━━━━━ LISTED RECORDS
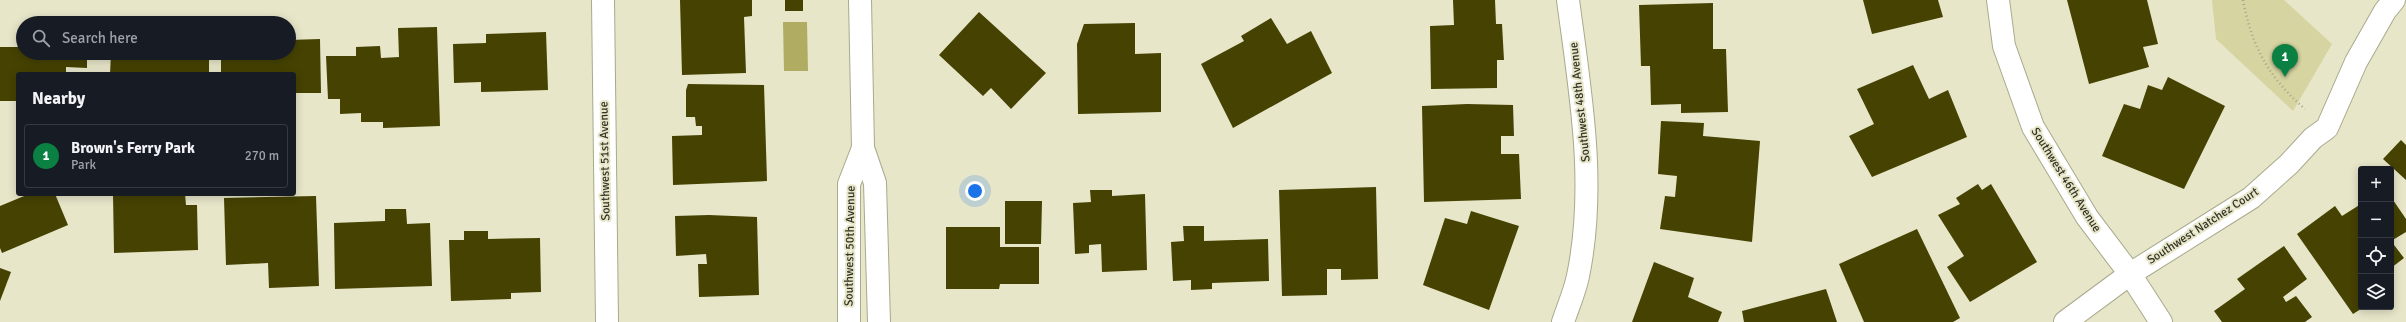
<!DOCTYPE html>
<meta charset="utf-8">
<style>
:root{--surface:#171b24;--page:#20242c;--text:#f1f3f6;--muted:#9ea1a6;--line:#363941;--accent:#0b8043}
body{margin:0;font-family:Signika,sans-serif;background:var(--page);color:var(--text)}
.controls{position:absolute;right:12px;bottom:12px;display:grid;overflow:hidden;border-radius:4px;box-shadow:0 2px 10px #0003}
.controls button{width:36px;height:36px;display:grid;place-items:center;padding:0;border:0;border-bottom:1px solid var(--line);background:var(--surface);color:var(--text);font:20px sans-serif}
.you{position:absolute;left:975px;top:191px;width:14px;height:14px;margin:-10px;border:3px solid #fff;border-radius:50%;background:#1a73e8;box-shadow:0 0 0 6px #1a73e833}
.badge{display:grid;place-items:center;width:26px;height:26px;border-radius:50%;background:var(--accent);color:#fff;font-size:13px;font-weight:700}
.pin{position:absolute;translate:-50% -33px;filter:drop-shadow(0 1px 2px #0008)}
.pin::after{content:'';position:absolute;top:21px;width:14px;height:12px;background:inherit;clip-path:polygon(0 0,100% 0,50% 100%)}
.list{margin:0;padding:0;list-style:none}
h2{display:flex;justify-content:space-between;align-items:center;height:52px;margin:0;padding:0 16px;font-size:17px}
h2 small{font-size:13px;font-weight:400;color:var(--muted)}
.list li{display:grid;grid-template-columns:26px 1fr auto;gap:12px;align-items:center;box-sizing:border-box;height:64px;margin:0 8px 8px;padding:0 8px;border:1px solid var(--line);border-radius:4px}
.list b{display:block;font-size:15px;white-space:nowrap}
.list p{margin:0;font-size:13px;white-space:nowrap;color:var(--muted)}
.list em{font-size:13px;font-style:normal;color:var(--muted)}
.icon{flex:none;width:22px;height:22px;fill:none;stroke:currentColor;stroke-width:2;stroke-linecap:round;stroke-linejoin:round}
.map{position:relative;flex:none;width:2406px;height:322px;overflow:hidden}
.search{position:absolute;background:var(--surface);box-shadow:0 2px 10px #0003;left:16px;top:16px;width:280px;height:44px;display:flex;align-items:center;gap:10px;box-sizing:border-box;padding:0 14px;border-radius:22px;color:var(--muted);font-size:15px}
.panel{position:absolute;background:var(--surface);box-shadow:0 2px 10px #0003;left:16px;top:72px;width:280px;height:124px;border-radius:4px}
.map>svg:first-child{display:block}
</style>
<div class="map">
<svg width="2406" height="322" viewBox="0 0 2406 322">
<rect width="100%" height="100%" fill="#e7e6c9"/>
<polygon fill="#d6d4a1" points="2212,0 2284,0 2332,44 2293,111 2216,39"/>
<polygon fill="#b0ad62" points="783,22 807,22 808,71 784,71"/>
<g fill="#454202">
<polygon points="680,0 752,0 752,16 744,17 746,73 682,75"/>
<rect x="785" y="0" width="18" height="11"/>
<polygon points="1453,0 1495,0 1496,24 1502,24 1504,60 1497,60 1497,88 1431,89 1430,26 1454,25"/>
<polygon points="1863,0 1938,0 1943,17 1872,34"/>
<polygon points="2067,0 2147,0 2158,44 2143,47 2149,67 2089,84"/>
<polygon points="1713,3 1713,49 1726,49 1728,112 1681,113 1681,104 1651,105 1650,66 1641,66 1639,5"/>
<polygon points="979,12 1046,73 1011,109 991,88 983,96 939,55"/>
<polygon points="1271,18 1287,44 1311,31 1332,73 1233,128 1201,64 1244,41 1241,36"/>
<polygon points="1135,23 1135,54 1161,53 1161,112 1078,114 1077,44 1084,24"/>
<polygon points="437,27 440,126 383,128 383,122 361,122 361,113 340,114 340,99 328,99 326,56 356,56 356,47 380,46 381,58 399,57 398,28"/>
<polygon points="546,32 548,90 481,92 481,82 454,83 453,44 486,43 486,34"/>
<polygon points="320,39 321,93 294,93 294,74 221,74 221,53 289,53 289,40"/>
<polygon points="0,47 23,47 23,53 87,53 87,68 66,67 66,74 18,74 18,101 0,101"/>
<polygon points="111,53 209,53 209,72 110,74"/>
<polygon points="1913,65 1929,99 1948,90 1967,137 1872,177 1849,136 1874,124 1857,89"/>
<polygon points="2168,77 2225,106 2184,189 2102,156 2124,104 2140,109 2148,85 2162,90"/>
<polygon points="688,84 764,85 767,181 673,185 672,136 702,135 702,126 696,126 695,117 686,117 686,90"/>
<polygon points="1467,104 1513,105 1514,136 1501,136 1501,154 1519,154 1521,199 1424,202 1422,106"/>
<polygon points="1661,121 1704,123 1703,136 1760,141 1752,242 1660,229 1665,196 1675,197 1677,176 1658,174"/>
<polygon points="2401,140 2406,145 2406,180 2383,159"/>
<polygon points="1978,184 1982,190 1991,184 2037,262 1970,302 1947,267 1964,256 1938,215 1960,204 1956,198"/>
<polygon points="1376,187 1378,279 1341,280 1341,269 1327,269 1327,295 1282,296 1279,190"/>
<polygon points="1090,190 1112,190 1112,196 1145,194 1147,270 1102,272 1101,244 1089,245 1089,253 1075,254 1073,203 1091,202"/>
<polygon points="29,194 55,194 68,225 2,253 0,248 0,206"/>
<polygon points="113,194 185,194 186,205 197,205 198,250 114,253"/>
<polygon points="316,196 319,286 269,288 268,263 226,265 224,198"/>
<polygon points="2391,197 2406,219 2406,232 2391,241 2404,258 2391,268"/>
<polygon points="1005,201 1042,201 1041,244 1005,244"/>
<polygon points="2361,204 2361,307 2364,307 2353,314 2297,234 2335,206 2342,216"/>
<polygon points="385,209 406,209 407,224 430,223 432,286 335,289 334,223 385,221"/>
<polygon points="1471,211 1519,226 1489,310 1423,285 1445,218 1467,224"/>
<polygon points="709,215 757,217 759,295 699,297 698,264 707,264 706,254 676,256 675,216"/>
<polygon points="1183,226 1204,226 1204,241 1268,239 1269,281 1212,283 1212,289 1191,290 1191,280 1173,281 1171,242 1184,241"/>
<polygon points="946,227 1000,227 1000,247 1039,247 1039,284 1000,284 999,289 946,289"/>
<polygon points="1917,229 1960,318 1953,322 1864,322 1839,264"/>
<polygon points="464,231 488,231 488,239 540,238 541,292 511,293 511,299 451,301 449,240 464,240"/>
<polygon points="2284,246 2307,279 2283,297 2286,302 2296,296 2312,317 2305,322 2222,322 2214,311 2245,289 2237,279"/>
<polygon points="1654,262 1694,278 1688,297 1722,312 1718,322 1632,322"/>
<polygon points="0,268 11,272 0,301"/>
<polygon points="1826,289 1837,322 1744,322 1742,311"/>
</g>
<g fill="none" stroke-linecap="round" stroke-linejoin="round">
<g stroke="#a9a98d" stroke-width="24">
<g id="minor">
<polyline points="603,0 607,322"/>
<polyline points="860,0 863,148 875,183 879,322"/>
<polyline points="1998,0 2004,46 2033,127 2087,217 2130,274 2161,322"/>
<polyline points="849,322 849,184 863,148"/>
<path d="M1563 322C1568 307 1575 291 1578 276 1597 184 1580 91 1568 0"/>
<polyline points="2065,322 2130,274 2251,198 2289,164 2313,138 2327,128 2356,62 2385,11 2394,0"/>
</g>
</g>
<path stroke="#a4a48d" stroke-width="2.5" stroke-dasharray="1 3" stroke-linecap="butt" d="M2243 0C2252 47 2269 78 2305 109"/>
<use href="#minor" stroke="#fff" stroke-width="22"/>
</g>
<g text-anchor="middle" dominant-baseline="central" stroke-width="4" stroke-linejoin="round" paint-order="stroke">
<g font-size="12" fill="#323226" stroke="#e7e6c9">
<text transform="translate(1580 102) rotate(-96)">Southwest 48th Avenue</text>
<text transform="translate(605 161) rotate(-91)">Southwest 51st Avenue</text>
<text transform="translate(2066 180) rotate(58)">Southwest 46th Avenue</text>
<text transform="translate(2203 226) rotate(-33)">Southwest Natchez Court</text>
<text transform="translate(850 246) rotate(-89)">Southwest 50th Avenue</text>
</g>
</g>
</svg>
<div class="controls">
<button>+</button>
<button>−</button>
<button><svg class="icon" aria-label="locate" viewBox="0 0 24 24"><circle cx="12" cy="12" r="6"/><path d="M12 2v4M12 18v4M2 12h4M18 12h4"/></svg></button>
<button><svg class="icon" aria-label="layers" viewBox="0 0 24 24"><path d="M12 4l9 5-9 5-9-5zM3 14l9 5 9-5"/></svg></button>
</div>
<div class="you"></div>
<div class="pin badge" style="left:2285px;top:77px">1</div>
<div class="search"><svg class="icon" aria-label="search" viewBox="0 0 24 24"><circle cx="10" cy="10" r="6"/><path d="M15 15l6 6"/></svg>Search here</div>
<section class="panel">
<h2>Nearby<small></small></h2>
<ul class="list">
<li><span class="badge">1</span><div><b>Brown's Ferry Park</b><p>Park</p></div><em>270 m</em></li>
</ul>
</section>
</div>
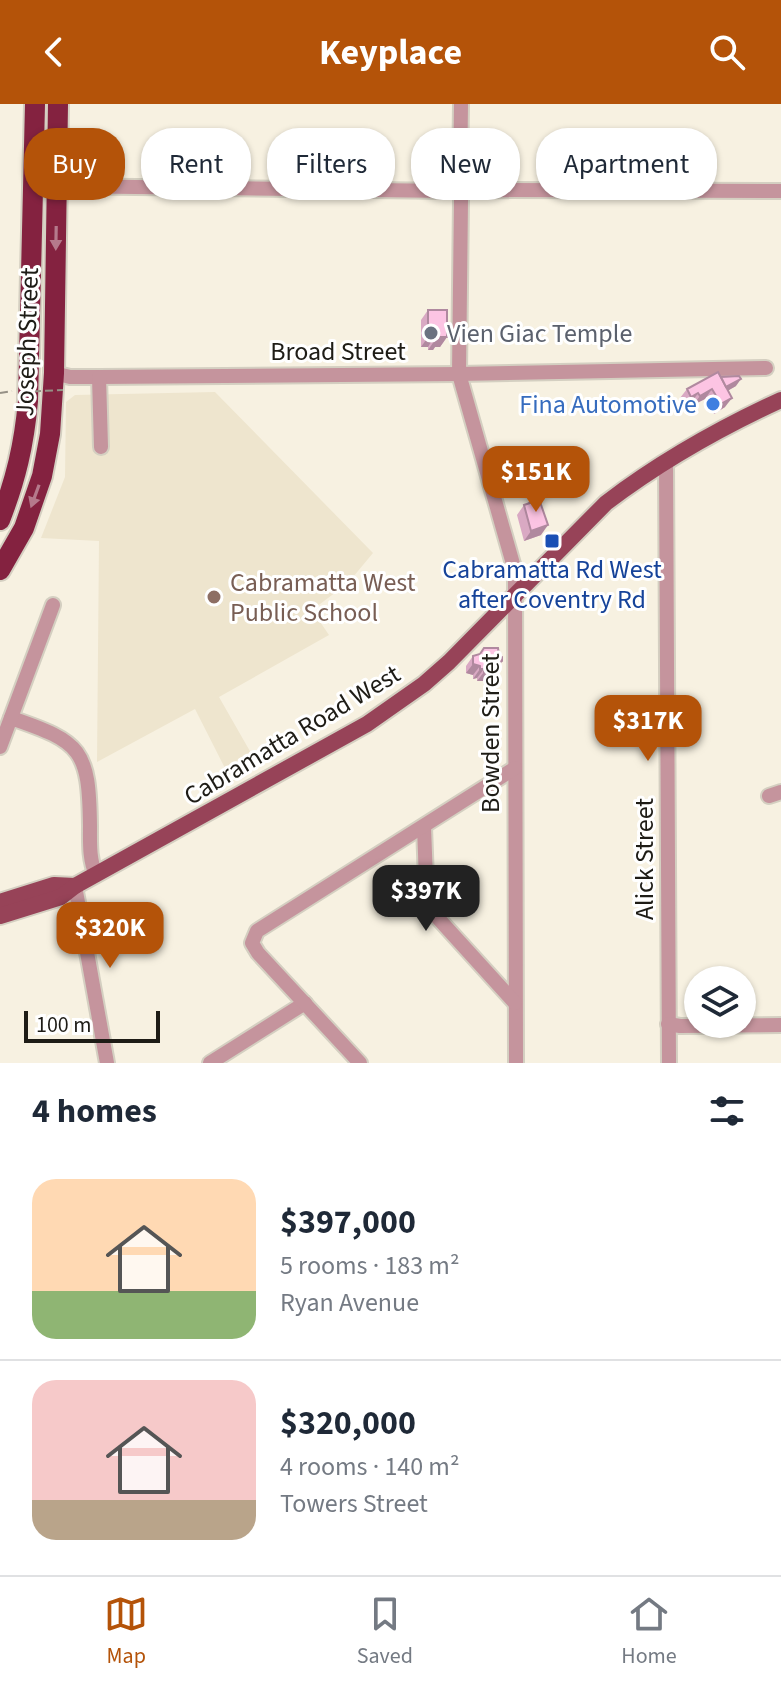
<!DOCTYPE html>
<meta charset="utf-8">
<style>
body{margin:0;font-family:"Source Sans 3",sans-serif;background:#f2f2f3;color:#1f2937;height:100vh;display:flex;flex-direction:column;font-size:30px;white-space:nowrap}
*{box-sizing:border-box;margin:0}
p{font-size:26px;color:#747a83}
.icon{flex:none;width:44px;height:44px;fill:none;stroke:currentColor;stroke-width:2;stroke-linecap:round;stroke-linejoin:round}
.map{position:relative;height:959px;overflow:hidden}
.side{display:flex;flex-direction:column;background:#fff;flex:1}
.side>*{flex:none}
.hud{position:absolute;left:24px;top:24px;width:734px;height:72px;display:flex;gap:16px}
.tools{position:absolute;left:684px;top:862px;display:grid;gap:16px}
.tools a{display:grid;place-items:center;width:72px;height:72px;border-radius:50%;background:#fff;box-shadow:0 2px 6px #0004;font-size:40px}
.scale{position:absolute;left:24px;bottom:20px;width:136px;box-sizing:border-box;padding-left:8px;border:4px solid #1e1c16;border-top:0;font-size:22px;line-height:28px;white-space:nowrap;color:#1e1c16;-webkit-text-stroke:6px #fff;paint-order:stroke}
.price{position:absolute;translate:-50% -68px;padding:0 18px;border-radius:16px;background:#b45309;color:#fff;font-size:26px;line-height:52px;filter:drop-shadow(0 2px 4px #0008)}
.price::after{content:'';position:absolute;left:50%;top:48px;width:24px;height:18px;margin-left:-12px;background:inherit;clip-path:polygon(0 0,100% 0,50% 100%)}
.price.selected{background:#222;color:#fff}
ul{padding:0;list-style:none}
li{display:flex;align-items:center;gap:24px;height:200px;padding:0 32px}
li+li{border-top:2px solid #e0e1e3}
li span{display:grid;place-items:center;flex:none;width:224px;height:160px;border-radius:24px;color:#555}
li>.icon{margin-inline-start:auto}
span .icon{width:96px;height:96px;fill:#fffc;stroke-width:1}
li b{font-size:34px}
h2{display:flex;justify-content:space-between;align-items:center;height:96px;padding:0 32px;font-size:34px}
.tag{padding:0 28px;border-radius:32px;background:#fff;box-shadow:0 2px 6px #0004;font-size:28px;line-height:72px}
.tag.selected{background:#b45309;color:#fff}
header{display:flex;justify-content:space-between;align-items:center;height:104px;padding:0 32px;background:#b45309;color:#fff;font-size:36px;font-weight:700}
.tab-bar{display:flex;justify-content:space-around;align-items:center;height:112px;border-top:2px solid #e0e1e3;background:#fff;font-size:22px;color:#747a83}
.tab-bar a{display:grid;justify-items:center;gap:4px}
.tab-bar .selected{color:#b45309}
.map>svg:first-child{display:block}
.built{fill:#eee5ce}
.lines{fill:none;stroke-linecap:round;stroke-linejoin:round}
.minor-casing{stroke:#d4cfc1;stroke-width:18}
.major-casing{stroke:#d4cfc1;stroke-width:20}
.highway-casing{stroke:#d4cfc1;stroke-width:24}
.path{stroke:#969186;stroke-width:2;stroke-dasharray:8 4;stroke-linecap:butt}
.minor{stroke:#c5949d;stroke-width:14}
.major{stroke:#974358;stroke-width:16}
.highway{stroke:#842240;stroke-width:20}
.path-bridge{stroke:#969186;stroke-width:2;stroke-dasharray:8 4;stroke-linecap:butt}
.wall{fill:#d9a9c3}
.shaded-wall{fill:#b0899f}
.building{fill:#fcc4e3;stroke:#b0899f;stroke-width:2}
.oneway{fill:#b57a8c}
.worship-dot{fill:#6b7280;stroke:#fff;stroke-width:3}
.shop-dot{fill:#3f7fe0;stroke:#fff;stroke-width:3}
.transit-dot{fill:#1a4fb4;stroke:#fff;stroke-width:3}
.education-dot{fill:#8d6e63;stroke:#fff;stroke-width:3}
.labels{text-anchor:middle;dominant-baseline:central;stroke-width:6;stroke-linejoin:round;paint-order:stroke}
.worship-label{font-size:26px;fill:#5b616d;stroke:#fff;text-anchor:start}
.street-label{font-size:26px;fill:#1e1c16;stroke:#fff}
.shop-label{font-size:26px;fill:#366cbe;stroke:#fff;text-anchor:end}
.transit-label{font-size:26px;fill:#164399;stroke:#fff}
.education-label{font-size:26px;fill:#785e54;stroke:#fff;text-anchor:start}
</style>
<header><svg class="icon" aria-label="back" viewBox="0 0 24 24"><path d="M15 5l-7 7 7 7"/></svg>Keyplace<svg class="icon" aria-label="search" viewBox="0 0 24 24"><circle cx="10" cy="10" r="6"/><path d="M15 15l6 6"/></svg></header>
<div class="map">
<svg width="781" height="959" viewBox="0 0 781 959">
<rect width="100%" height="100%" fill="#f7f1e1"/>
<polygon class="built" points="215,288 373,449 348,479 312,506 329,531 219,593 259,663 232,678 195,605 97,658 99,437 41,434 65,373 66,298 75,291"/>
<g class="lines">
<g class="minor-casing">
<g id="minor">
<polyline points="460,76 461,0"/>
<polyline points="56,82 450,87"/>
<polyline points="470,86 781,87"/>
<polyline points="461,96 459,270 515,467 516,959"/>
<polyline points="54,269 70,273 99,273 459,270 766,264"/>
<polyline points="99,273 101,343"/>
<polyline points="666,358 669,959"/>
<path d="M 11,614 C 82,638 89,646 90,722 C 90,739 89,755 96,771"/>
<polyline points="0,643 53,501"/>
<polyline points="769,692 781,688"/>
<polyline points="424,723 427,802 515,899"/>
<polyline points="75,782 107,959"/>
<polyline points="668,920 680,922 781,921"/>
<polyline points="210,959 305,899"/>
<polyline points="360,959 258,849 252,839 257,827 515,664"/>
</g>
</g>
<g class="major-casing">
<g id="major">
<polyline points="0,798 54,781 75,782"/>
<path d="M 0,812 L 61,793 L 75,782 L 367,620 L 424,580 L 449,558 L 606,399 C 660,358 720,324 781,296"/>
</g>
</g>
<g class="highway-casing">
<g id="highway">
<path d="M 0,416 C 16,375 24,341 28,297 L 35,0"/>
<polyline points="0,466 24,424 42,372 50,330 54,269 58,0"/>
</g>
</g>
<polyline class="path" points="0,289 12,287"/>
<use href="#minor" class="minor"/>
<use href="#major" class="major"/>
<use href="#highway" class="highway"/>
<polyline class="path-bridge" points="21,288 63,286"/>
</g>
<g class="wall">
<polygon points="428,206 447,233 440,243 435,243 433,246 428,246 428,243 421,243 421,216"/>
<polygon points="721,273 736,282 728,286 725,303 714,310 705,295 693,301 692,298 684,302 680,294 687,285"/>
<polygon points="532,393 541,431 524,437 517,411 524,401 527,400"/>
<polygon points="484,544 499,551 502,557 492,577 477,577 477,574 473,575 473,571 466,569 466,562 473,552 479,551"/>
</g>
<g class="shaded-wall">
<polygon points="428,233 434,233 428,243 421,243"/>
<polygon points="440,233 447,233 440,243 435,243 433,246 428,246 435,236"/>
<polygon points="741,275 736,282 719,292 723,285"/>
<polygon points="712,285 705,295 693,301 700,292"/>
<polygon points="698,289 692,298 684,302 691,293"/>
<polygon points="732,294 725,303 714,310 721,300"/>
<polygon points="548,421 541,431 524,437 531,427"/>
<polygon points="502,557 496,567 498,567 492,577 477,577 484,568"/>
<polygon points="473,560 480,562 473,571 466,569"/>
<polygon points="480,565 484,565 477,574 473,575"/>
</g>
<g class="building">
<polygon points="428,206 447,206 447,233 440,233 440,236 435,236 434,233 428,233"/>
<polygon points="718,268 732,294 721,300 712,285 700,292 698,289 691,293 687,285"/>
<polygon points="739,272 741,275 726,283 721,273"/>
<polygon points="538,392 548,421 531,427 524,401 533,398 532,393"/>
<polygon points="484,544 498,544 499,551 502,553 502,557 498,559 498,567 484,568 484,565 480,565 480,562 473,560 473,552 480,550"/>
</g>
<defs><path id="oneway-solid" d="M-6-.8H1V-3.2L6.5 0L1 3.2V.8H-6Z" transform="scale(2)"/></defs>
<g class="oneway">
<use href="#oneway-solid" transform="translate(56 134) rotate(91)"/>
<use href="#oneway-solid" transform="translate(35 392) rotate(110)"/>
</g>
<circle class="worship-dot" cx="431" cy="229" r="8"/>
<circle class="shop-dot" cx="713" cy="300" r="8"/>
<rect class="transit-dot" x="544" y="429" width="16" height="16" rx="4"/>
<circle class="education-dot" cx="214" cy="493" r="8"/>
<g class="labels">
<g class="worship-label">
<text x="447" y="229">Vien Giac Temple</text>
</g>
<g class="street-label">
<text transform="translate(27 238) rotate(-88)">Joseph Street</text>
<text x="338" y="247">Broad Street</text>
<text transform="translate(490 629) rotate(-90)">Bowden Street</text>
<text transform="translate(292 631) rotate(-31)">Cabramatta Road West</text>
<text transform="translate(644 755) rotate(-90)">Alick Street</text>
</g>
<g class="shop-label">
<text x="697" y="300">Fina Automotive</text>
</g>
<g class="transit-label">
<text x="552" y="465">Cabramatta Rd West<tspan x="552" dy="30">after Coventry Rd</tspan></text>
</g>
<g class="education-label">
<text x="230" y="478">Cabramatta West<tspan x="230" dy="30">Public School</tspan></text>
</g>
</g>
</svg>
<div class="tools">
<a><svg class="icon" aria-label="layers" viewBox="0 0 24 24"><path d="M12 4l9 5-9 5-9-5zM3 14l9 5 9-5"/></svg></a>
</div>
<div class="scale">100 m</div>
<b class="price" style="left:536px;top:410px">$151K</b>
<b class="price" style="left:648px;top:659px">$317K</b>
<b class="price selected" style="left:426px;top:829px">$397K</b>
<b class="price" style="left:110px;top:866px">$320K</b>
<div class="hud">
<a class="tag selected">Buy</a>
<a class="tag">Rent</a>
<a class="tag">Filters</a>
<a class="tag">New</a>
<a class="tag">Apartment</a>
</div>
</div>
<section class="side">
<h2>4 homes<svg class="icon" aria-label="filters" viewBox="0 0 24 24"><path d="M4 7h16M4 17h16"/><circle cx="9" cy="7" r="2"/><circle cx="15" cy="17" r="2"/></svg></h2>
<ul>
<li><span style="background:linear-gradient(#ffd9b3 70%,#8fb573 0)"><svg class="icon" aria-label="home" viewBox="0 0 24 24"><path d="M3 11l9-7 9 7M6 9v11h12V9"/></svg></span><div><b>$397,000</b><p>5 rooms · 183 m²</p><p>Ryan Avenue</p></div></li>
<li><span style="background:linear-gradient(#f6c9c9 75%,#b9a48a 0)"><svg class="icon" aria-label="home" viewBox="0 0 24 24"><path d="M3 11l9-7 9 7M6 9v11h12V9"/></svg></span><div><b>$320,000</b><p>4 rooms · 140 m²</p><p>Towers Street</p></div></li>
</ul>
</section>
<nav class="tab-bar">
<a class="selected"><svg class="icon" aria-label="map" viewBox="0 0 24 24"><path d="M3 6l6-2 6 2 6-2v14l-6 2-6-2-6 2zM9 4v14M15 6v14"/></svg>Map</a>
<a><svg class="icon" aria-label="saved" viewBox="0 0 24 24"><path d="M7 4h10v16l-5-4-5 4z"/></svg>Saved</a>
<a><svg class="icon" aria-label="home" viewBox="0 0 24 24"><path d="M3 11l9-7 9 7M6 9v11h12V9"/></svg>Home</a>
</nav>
━━━━━━━━━━
PROBLEM STATEMENT
If a line in the records holds the string "tools", copy it.

WRITTEN SOLUTION
.tools{position:absolute;left:684px;top:862px;display:grid;gap:16px}
.tools a{display:grid;place-items:center;width:72px;height:72px;border-radius:50%;background:#fff;box-shadow:0 2px 6px #0004;font-size:40px}
<div class="tools">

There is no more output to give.